Saved entries
----------------

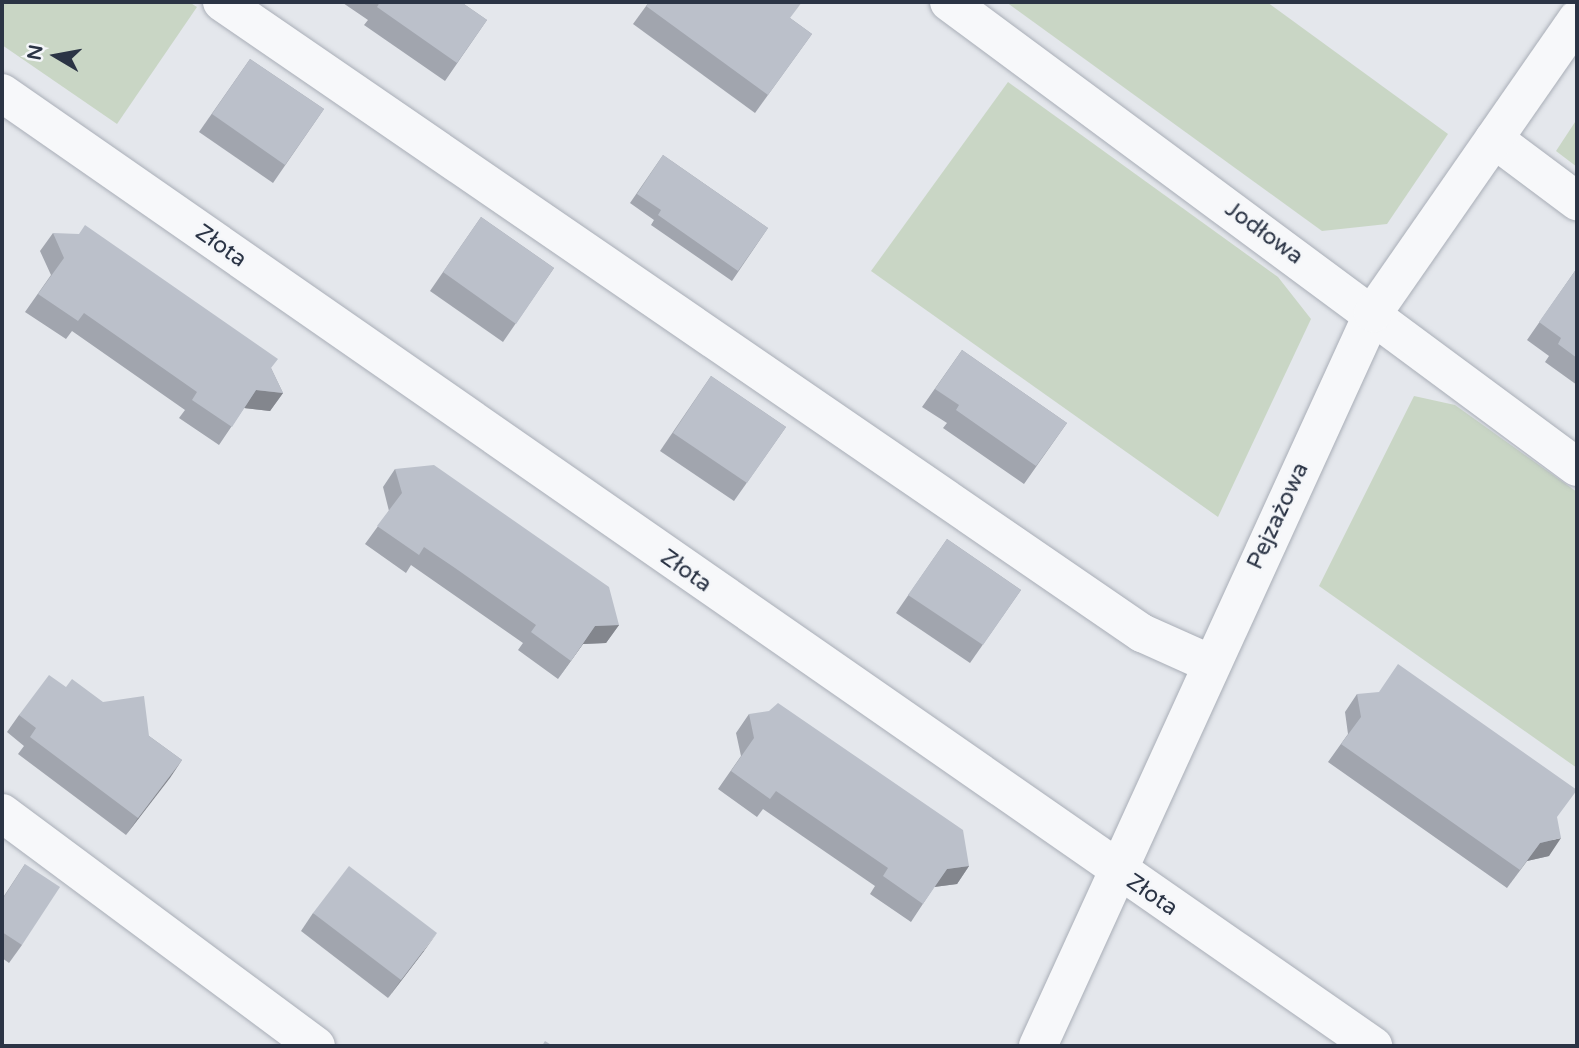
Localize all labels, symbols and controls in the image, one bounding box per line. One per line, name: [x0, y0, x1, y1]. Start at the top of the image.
north arrow: [21, 21, 91, 91]
text: N: [23, 43, 47, 62]
street label: Jodłowa: [1219, 195, 1309, 271]
street label: Złota: [190, 219, 252, 273]
street label: Pejzażowa: [1241, 458, 1315, 574]
street label: Złota: [655, 544, 717, 598]
street label: Złota: [1121, 868, 1183, 922]

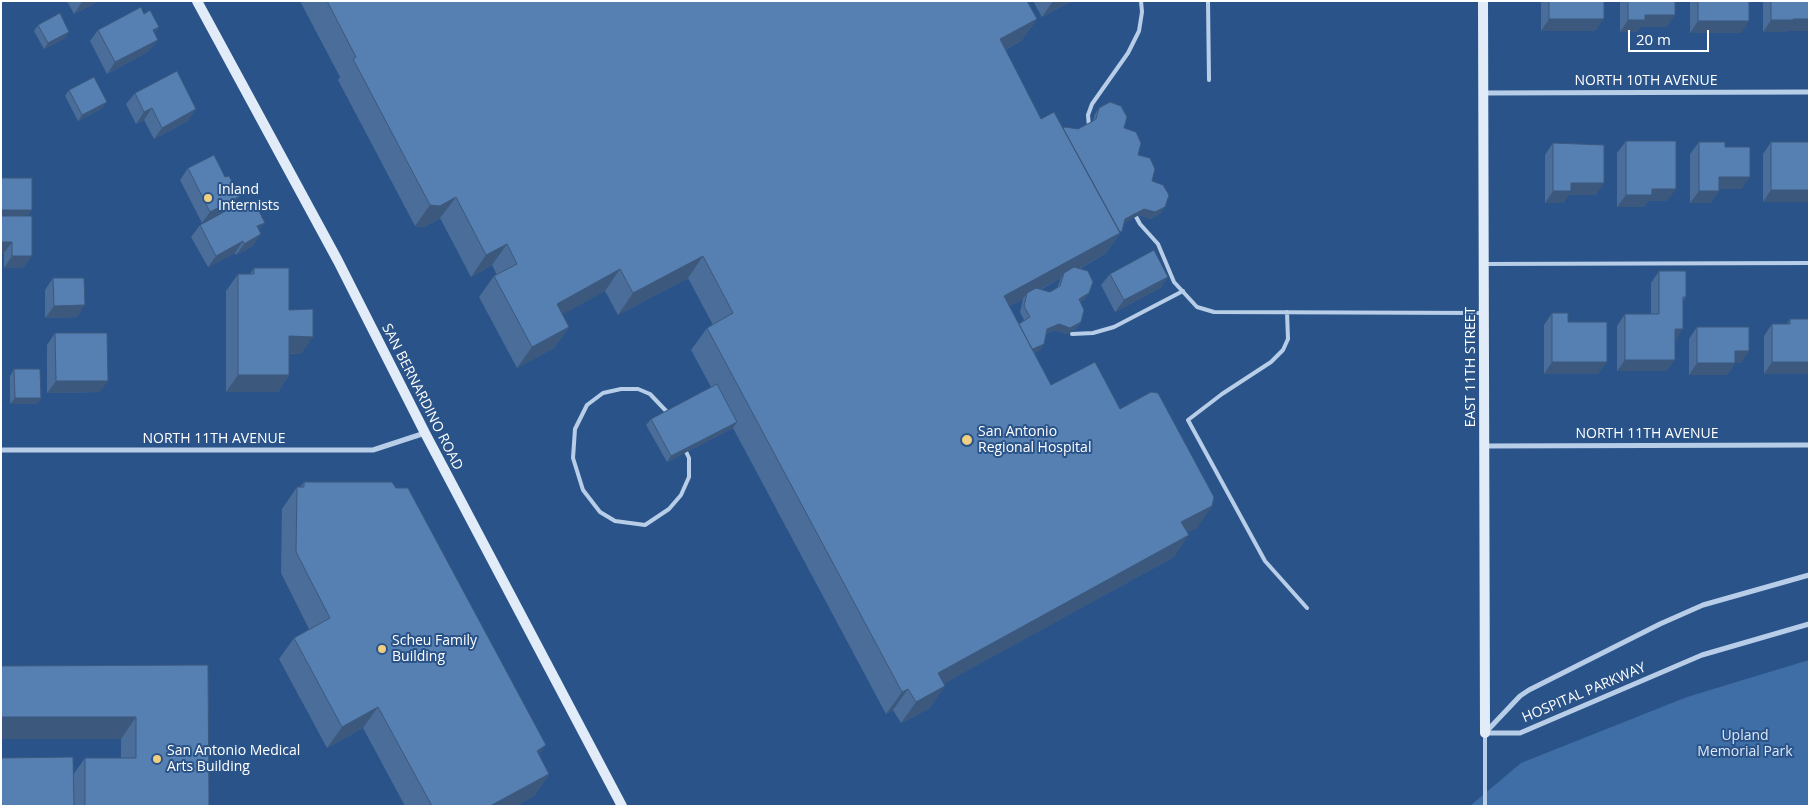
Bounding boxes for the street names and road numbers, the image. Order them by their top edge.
street label: NORTH 10TH AVENUE [1575,73,1717,89]
street label: EAST 11TH STREET [1463,307,1479,427]
street label: SAN BERNARDINO ROAD [378,321,466,473]
street label: NORTH 11TH AVENUE [1576,426,1718,442]
street label: NORTH 11TH AVENUE [143,431,285,447]
street label: HOSPITAL PARKWAY [1520,659,1648,727]

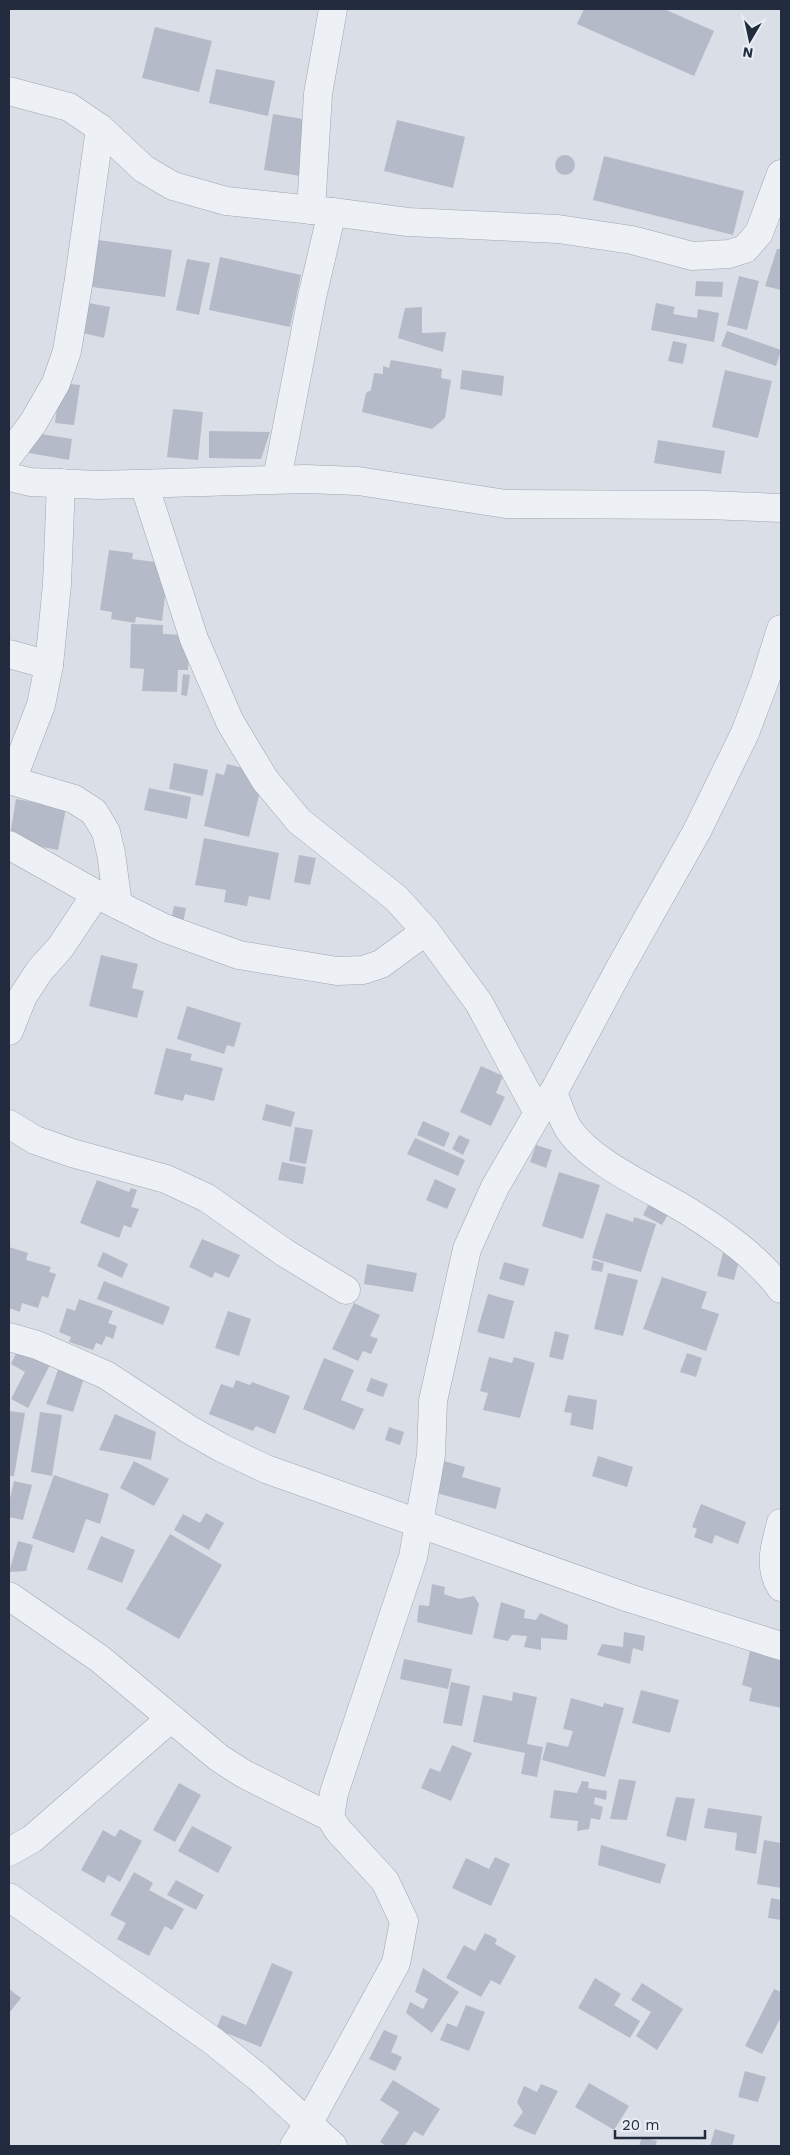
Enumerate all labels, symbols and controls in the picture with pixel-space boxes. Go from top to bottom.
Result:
north arrow [725,15,775,65]
text: N [742,44,754,62]
scale bar [615,2108,705,2140]
text: 20 m [622,2116,660,2134]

----------------

▶ [Your assignment]
Please give back every line above exactly as it stands, without pictures.

▶ [Answer below]
Localize all labels, symbols and controls in the image, one bounding box per line. One per line, name: [x0, y0, x1, y1]. Start at the top of the image.
north arrow: [21, 21, 91, 91]
text: N: [23, 43, 47, 62]
street label: Jodłowa: [1219, 195, 1309, 271]
street label: Złota: [190, 219, 252, 273]
street label: Pejzażowa: [1241, 458, 1315, 574]
street label: Złota: [655, 544, 717, 598]
street label: Złota: [1121, 868, 1183, 922]

Bounding boxes for the street names and road numbers, the image. Order them by their top edge.
street label: NORTH 10TH AVENUE [1575,73,1717,89]
street label: EAST 11TH STREET [1463,307,1479,427]
street label: SAN BERNARDINO ROAD [378,321,466,473]
street label: NORTH 11TH AVENUE [1576,426,1718,442]
street label: NORTH 11TH AVENUE [143,431,285,447]
street label: HOSPITAL PARKWAY [1520,659,1648,727]

Enumerate all labels, symbols and controls in the picture with pixel-space boxes. Go from top to bottom.
Result:
north arrow [725,15,775,65]
text: N [742,44,754,62]
scale bar [615,2108,705,2140]
text: 20 m [622,2116,660,2134]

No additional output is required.